Factual error: In the hovercraft chase scene at the beginning, when the Korean hovercraft flips over and hits the small bunker, it can be seen that it's got a flat, metal body on the underside - but they should have lift fans there; with no lift fans, they would not be able to float at all. (00:09:35)
Factual error: Hovercrafts would set off the land mines. Land mines have a pressure limit that has to be exceeded to set it off. This is normally around 5 kilos so that they aren't set off by rabbits and what not. A hover craft would exert more than 5 kilos of down force.

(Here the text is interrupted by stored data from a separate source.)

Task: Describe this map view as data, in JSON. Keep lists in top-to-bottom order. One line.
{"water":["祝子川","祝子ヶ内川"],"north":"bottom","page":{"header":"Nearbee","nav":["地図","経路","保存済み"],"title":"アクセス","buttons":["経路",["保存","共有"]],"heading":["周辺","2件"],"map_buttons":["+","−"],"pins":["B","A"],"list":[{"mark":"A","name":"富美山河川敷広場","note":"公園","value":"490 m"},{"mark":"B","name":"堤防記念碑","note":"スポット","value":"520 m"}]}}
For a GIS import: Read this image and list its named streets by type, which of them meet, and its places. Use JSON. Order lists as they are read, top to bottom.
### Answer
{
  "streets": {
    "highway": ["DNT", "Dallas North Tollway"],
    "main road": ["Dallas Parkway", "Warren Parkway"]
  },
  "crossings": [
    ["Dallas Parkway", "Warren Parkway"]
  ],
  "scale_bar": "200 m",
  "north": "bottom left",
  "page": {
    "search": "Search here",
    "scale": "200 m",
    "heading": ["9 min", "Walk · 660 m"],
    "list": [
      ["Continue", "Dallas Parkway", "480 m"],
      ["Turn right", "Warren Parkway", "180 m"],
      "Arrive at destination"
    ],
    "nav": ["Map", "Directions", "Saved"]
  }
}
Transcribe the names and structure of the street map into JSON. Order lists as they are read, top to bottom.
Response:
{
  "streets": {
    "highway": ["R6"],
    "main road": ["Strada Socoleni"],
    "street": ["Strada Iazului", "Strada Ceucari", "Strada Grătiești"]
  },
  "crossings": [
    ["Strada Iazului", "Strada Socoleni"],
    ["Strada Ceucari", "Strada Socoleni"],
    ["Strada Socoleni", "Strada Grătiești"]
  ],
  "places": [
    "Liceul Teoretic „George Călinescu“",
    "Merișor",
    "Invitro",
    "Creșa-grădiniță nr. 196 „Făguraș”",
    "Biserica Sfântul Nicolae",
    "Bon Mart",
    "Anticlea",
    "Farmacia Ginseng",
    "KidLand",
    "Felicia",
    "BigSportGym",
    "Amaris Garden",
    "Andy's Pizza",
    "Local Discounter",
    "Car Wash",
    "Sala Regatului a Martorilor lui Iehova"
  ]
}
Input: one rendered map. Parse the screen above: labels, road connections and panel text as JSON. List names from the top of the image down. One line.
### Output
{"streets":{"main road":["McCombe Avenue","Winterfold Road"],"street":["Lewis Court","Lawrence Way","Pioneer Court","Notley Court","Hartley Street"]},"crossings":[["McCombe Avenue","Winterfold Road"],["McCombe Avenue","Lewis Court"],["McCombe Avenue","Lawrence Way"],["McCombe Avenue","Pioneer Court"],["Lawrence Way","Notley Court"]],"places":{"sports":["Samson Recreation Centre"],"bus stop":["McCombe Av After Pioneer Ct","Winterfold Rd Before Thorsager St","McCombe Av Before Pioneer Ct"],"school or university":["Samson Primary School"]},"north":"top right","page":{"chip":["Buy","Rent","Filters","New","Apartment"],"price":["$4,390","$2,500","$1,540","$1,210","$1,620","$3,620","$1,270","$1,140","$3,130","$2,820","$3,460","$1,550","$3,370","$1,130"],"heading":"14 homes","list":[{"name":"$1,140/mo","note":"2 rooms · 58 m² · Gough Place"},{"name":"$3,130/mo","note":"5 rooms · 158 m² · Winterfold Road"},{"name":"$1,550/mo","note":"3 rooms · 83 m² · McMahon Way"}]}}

So the land mines should still go off, but they don't.Ssiscool
Factual error: If you watch the DVD release of this film with the MI6 Datafeed enabled a remark pops up telling the audience the large aircaft that Bond, Jinx etc are flying in is an Antonov 225 'Myria', 'The largest operating aircraft in the World'. The aircraft which is used in the film is actually an Antonov 124 which is smaller than the AN225, only has a single tail fin,(the 225 has two),and only has 4 engines, (the 225 has six).
Factual error: When Icarus is shooting at Bond when he's escaping in the rocket sled, in the orbital shots, Icarus doesn't appear to be hitting Iceland - looks more like it's hitting Britain.
Factual error: In the scene with the mining lasers, Mr.Kill positions a laser to be able to cut off Jinx's head. If you'll notice, the laser is still on and firing as he moves it. The way it spins down to get by Jinx, the trajectory would have already cut through Jinx. And even if not, it would have damaged the table she is on. However, when it cuts to the next shot showing the laser next to her head, there is no damage to the table, except to where the laser is directly contacting the table at that moment. No other damage is visible, despite it being on while being moved into position.Quantom X
Factual error: The invisible car cannot possibly work as it is described in the film, by projecting an image of things that are 'behind' the car onto the side that is being viewed. This ignores parallax effects - the things that are 'behind' the car change, depending on the distance and angle from which the car is being viewed. Two people standing next to each other, on the same side of the car, would need to see two entirely different images projected.